Lyrics to the Song About Matt Reeves

Dead kid gets a bench
Dead kid gets a memorial bench
So now we all know his name
Though we don't know who he is

Class of nineteen ninety two
Though he died in 'ninety one
Was he a better friend than you?
And what'd he do for fun?
What were his opinions on the issues of the day?
And what exactly took his breath away?

Now he's still and in the grave
And since the dead seem all the same
No one really cares to wonder what he was
Forgotten as we're staring at his name

Dead kid gets a bench
Dead kid gets a memorial bench
So now we all know his name
Though we don't care who he is

Dead kid gets a bench
And the inscription just screams "Rust this"
No inscription can do justice
Though we don't know who he is
And we don't care who he is

Retirement

"Rational agents should never be made worse off by more information—well, almost never. So if I can no longer contemplate the big picture without life seeming like a bad thing—the fewer needs you have, the fewer ways in which you can be hurt; if you don't exist, you can't be hurt—then maybe I could just—not contemplate it? If my will to live is something that can be destroyed by the truth, then maybe P. C. Hodgell was wrong? This needn't entail self-delusion: distraction is quite sufficient. There are plenty of things to do that won't remind me of the vastness of suffering in the multiverse.

"Daily life, exercise, practical programming skills, finding a job—pure math and compsci if I need something intellectual. But no philosophy, history, current events, futurism, social science, biology, or game theory. Not much fiction, because stories are about people's pain. I just don't want to know anymore."

Relevance

"Utilitarianism is slowly driving me mad."

"Really?"

"Okay, the part of me that talks wants to self-report that utilitarianism is slowly driving me mad, but what's actually happening is probably better described at a lower level of organization.

"I don't know how to simultaneously love life and actually believe in evolution. People mostly like being alive, and there are all sorts of wonderful things like friendship and love and pleasure and beauty—but those things only exist at the expense of enough pain and suffering and death to carve love into the genome from scratch. I don't—I'm not sure it was worth it.

"But my thoughts are better constrained by decision-theoretic relevance: since I can't make decisions about the past, asking whether it was worth it is a type error, a confusion. My life is going fine right now: I'm young and healthy and smart and rich. The local future looks great. And the deep future—doesn't need us. I am content."

Relativity

"Empathy hurts.

"I'm grateful for being fantastically, unimaginably rich by world-historical standards—and I'm terrified of it being taken away.

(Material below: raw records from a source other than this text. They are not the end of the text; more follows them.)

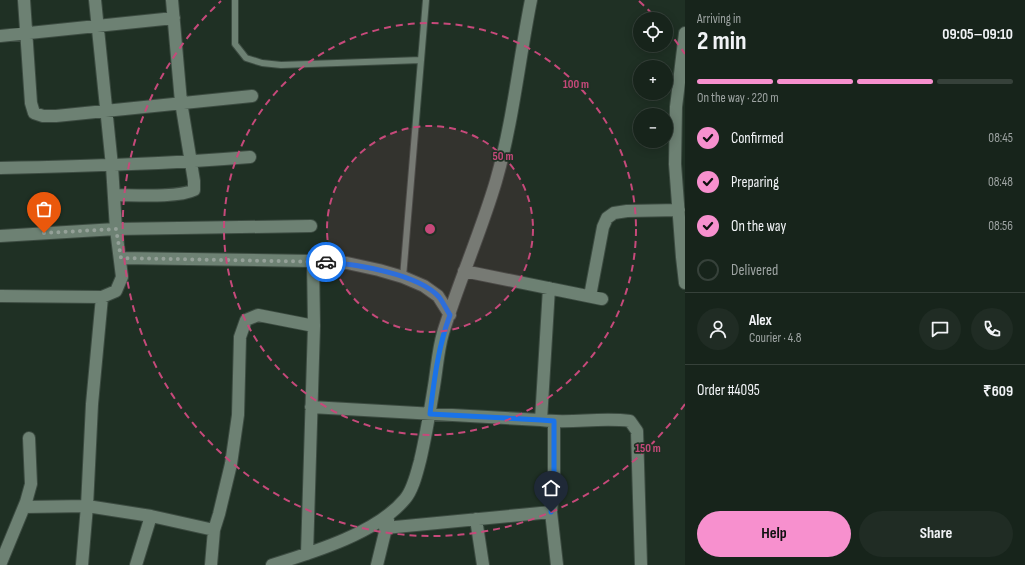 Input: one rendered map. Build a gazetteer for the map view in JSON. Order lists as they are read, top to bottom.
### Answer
{
  "page": {
    "heading": ["2 min", "Arriving in", "09:05–09:10"],
    "panel": [
      "Alex",
      "Courier · 4.8",
      "Order #4095",
      "₹609"
    ],
    "map_buttons": ["+", "−"],
    "bar": "On the way · 220 m",
    "list": [
      ["Confirmed", "08:45"],
      ["Preparing", "08:48"],
      ["On the way", "08:56"],
      "Delivered"
    ],
    "buttons": ["Help", "Share"]
  },
  "rings": ["100 m", "50 m", "150 m"]
} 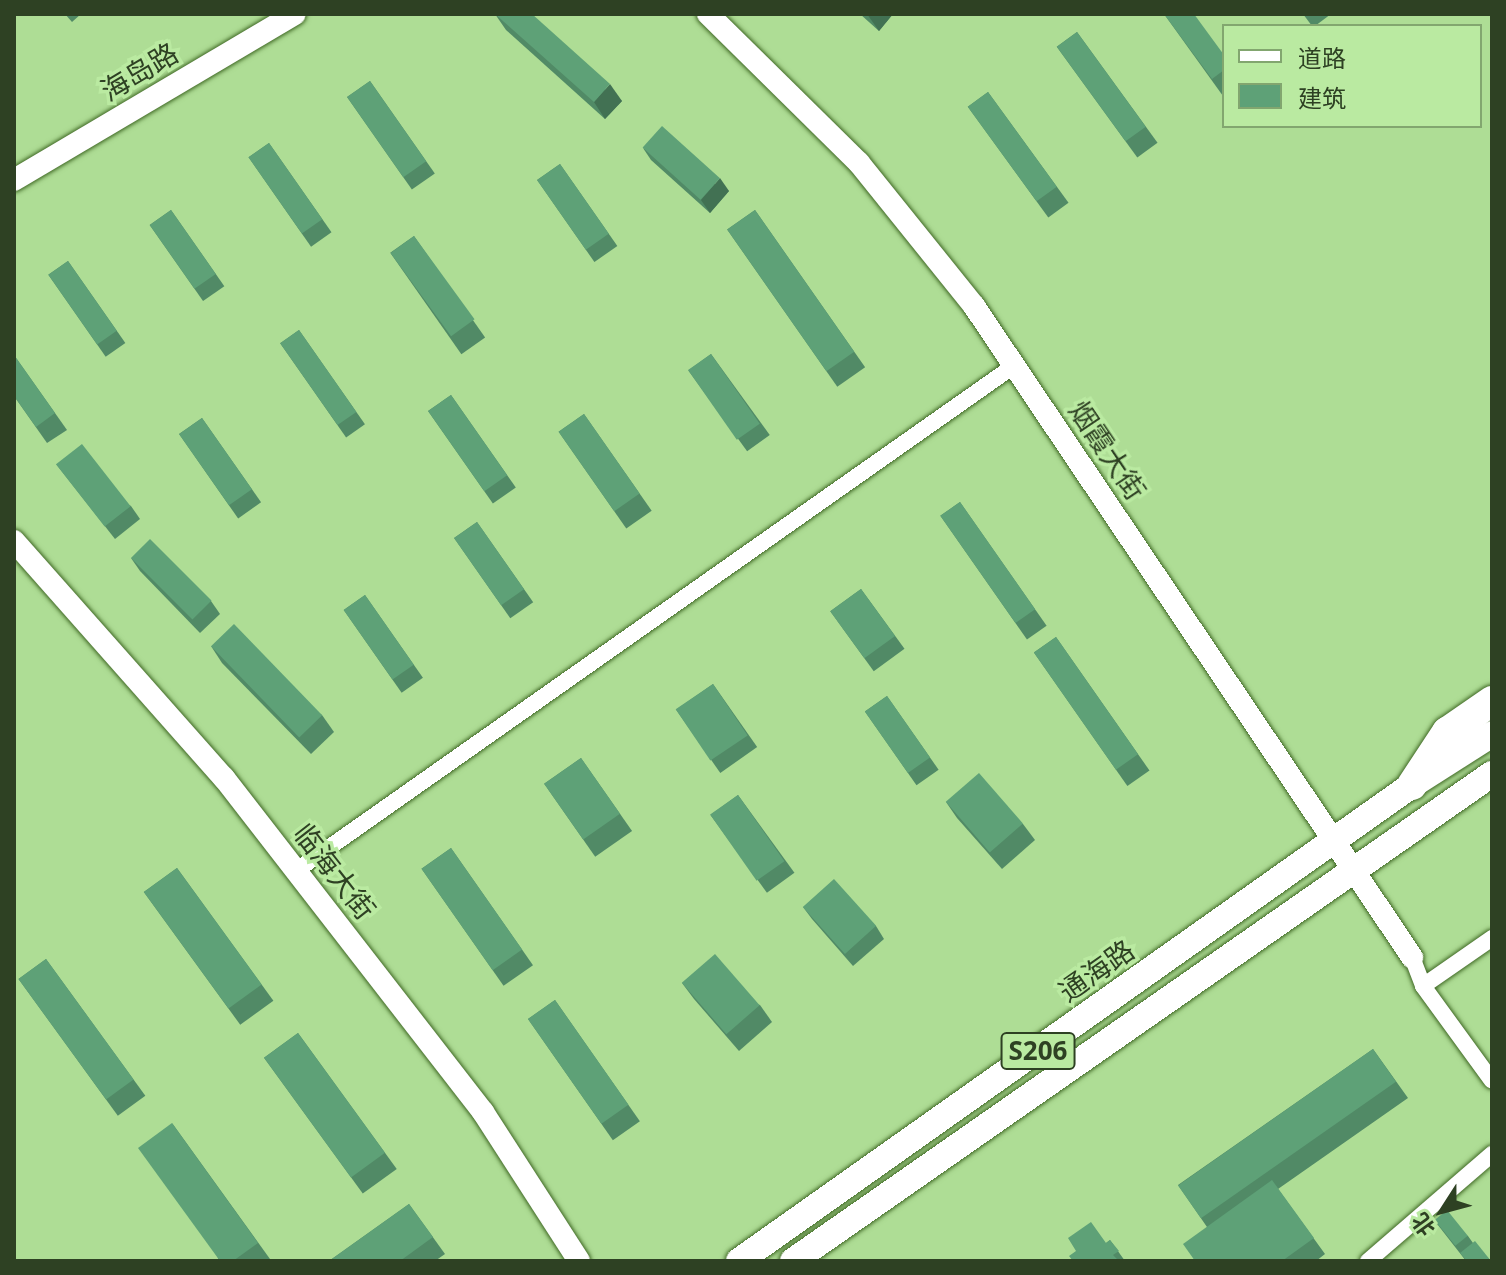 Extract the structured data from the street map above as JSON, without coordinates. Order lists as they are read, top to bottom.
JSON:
{
  "streets": {
    "main road": ["通海路", "S206"],
    "street": ["海岛路", "烟霞大街", "临海大街"]
  },
  "crossings": [
    ["烟霞大街", "通海路"],
    ["烟霞大街", "S206"]
  ],
  "legend": ["道路", "建筑"],
  "north": "bottom left"
} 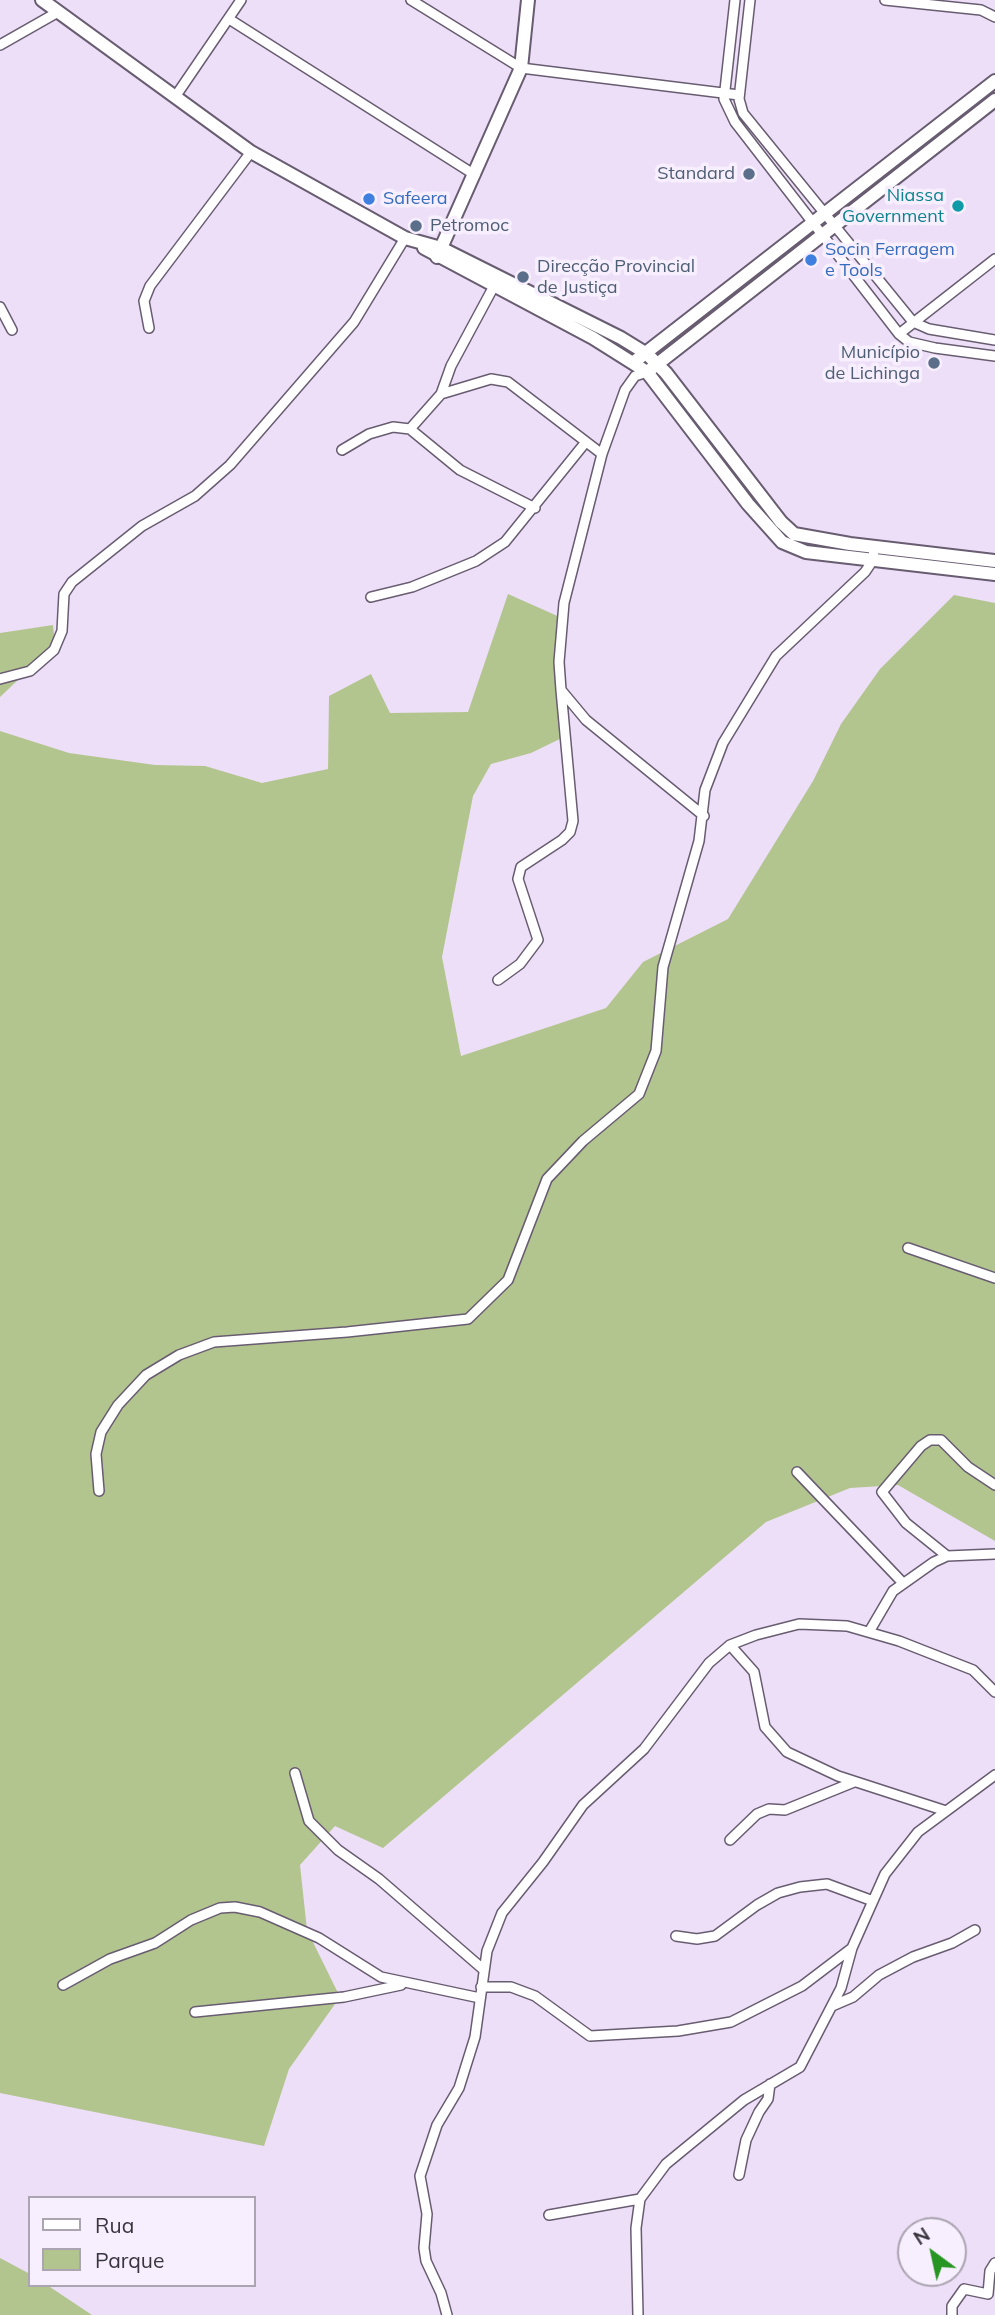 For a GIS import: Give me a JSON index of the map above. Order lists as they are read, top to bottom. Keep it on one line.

I feel bad for all the creatures in the past—and future?—who are stuck in a miserable Malthusian equilibrium.

"I simultaneously want to extend my circle of concern out to all sentient life, while personally feeling fear and revulsion towards anything slightly different from what I'm used to.

"Anna keeps telling me I have a skewed perspective on what constitutes a life worth living. I'm inclined to think that animals and poor people have a wretched not-worth-living existence, but perhaps they don't feel so sorry for themselves?—for the same reason that hypothetical transhumans might think my life has been wretched and not worth living, even while I think it's been pretty good on balance.

"But I'm haunted. After my recent ordeal in the psych ward, the part of me that talks described it as 'hellish.' But I was physically safe the entire time. If something so gentle as losing one night of sleep and being taken away from my usual environment was enough to get me to use the h-word, then what about all the actual suffering in the world? What hope is there for transhumanism, if the slightest perturbation sends us spiraling off into madness?

"The other week I was reading Julian Simon's book on overcoming depression; he wrote that depression arises from negative self-comparisons: comparing your current state to some hypothetical more positive state. But personal identity can't actually exist; time can't actually exist the way we think it does. If pain and suffering are bad when they're implemented in my skull, then they have to be bad when implemented elsewhere.

"Anna said that evolutionarily speaking, bad experiences are more intense than good ones because you can lose all your fitness in a short time period. But if 'the brain can't multiply' is a bias—if two bad things are twice as bad as one, no matter where they are in space and time, even if no one is capable of thinking that way—then so is 'the brain can't integrate': long periods of feeling pretty okay count for something, too.

"I'm not a negative utilitarian; I'm a preference utilitarian. I'm not a preference utilitarian; I'm a talking monkey with delusions of grandeur."

Dimensionality

"So, an engineer and a mathematician are leaving a lecture. The engineer says, 'I just don't understand how you can visualize objects in seven-dimensional space.' The mathematician says, 'Oh, that's easy. You just visualize the n-dimensional case, and then set n equal to seven.'"

"I've never liked that joke. The punchline is intended to be absurd, but it's not: that's actually how you do it."

"Really?"

"Okay, fine. You visualize the three-dimensional case, and then set three equal to seven."